Career Development Award Proposal

Career Goal(s):
My goal is to become an independent academic investigator in the field of pharmaceutical sciences and a leader in pulmonary drug delivery research with an aim to deliver drugs in a targeted manner to treat the localized lung diseases. With this interest, I did a Ph.D. on various strategies to improve the residence time of the inhaled drug particles in the lungs. As a Postdoctoral Research Associate (Jul 2020-Feb 2022 at the University of Arizona) and Research Assistant Professor, my current position since Feb 2022 in Prof. Heidi M. Mansour’s lab, my current research focuses on the development and evaluation (physicochemical and biological) of novel inhalable drug formulations for treating lung conditions. Continuing my progress towards my career goal will require additional training in improving my research skills, writing grant applications, and collaborations with multidisciplinary research teams.
This project will allow me to improve my research skills in engineering nano-composite dry powder particles with better dispersibility. The extensive training in research methods and co-supervision skills that I received while earning a Ph.D. and postdoctoral training has provided the necessary foundation for me to be able to lead the proposed research project and advance my development as an independent investigator. The success of this project will build my confidence in developing my own research ideas and securing more grants particularly from the National Institutes of Health (NIH) to reach my career goal as an academic investigator. The presentation of this work at inhalation research conferences such as Drug Delivery to the Lungs, Respiratory Drug Delivery and International Society for Aerosols in Medicine (ISAM) would expand my scientific network and collaborations with multidisciplinary research teams.

Project Background:
Lung cancer is the leading cause of cancer death worldwide. The American Cancer Society estimates 1 in 16 people will be diagnosed with lung cancer in their lifetime.1 Combination drug therapies are being explored, as the synergistic action of multiple drugs could potentially lead to better therapeutic efficacy and reduced opportunity for the development of drug resistance by the cancer cells.2 However, the systemic routes of administration are limited by off-target toxicity and poor pulmonary selectivity of the drug combinations used, leading to low therapeutic efficacy.3
Several programs are currently investigating pulmonary delivery of anti-cancer drugs via inhalation.4 Pulmonary delivery of drugs has several advantages over conventional treatment, including a) being non-invasive, b) circumventing first pass metabolism and systemic toxicity, c) reducing the frequency of administration, and d) higher local drug concentrations. Among several pulmonary drug delivery systems, biodegradable nanoparticles have demonstrated several advantages in terms of protecting the active ingredient from degradation and releasing the drug in controlled manner for prolonged periods of time.5 Although few attempts have been made to deliver anticancer agents using nanoparticles and liposomes via inhalation route, the major limitations of these systems are instability during nebulization, biodegradability, drug leakage and associated drug adverse side effects.6,7 Other issue with nanoparticle pulmonary delivery is that their size is not suitable for deep lung deposition.

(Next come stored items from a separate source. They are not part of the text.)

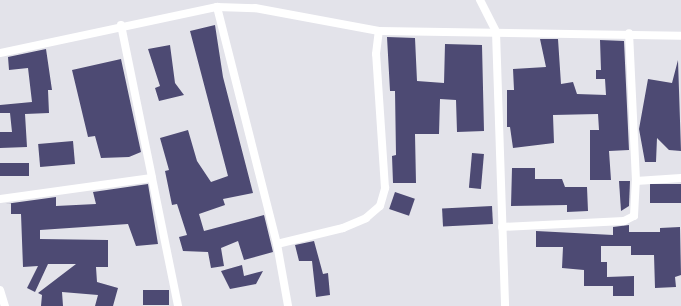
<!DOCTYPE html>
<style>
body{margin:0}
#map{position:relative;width:681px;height:306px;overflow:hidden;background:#e3e3ea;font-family:"Titillium Web",sans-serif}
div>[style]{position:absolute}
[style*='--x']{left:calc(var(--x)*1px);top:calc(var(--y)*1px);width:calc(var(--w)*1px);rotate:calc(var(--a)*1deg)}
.building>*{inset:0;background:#4d4a73;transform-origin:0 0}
.street>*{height:8px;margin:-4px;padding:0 4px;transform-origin:4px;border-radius:4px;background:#fff}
span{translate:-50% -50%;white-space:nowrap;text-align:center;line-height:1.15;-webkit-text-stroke:4px #e3e3ea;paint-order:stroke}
</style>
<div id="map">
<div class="building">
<div style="clip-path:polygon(215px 25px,223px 77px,253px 193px,223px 199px,225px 205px,199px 214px,204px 231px,264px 215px,273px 252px,244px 260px,238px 241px,221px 248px,224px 266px,211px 268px,208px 252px,183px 251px,179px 237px,187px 235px,177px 204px,172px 205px,165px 171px,169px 170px,160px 138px,188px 130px,197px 161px,211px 182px,228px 176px,190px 31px)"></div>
<div style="clip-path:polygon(387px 37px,415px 38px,417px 81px,444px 83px,445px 44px,482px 45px,484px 131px,457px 132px,456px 100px,440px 99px,439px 134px,415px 134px,416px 183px,393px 183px,392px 156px,396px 155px,395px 91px,390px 91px)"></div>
<div style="clip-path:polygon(540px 39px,558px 39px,561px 84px,573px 82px,577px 94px,606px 95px,605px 79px,596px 79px,596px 70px,601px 70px,600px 40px,624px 41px,629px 150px,609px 151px,611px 180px,590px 180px,590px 130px,599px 130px,598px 114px,553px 115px,554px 143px,513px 148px,510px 127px,507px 127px,507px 90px,514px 90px,513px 69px,546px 67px)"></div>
<div style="clip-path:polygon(170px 45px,175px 83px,184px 95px,159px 101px,155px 88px,160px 86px,148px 49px)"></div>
<div style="clip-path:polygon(46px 49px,52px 90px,48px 90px,49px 113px,25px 114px,27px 147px,0 148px,0 132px,12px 132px,10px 113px,0 113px,0 105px,32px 102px,28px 68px,9px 70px,8px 57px)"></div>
<div style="clip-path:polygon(121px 59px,141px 152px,129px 157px,101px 158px,95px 136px,88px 137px,72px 70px)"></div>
<div style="clip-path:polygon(678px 60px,681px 151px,669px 150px,657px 138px,656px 162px,645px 162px,639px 129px,648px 79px,672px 83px)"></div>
<div style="left:73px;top:141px;width:23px;height:35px;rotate:85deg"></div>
<div style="left:472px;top:153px;width:12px;height:35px;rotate:5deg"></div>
<div style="left:0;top:163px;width:29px;height:13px"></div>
<div style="clip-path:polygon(512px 168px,535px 168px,535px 179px,562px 179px,565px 187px,587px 187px,588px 211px,567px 212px,567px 205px,511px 206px)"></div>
<div style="clip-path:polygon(619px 181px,630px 181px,629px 206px,621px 211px)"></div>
<div style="clip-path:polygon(148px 184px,158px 244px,136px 246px,128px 224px,40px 230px,40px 239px,108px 240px,108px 267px,96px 267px,97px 282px,118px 288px,113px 306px,95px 306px,98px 295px,62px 292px,63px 306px,41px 306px,42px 295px,38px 293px,76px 264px,48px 264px,35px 292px,27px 288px,38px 266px,23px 267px,21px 214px,11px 214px,11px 203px,5px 204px,56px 197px,56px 206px,96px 204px,93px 192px)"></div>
<div style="left:681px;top:184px;width:19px;height:31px;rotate:90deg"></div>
<div style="left:395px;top:192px;width:21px;height:18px;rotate:19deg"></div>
<div style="left:492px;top:206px;width:18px;height:50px;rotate:87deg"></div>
<div style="clip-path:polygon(629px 225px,629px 232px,660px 232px,660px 228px,680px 227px,681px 275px,675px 277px,676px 287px,655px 288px,654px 255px,631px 255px,631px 246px,601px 246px,601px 262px,607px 262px,607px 277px,634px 276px,634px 296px,613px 296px,613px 286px,584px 286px,584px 270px,562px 268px,563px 247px,536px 247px,536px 231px,613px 235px,613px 227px)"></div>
<div style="clip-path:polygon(314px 241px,323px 274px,328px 273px,330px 295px,316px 297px,312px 261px,299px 261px,295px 245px)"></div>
<div style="clip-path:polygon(242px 265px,244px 276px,263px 271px,256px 284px,230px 289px,221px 271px)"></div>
<div style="left:143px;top:290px;width:26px;height:15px"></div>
</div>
<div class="street">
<div style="--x:480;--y:0;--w:36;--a:63"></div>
<div style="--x:496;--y:32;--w:274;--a:88.1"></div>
<div style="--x:217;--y:7;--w:244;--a:75.8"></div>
<div style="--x:277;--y:244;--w:63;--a:79.9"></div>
<div style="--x:121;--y:25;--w:156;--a:78.5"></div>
<div style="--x:0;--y:53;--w:222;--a:-12"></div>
<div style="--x:217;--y:7;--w:38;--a:2"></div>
<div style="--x:255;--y:8;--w:126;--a:10.5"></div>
<div style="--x:379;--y:31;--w:302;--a:0.9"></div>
<div style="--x:636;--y:181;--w:45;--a:-3.8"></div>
<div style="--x:0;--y:199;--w:153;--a:-7.9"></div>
<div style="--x:152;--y:178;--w:131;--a:78.5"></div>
<div style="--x:502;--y:227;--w:122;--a:-2.8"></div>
<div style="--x:624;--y:221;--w:11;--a:-27"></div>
<div style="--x:634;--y:216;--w:35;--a:-87"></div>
<div style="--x:636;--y:181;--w:148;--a:-92.7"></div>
<div style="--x:277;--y:244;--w:68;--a:-13.6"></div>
<div style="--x:343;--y:228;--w:25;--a:-23"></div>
<div style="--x:366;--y:218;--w:18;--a:-41"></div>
<div style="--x:380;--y:206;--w:19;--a:-74"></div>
<div style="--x:385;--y:188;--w:134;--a:-93.8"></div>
<div style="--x:376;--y:54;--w:23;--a:-83"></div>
<div style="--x:0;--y:290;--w:17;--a:73"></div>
</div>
</div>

In my proposed study, I aim to develop nanocomposite dry powder particles loaded with two anti-cancer drugs, docetaxel and celecoxib which have synergistic action for treatment of lung cancer.8-10 Nanocomposite particles consist of drug-loaded nanoparticles and excipients. Nanoparticles are combined with the binder to render micron-sized particles of 3 μm size, which is the most effective dimension to deposit deep into lungs. After deposition in the surface fluid layer of alveoli, the complex is designed to liberate primary drug-loaded nanoparticles.11 Having deposited beyond the mucociliary escalator, the drug-loaded nanoparticles are sized to avoid recognition of alveolar macrophages and delivered near the lung epithelium for uptake and prolonged lung residence.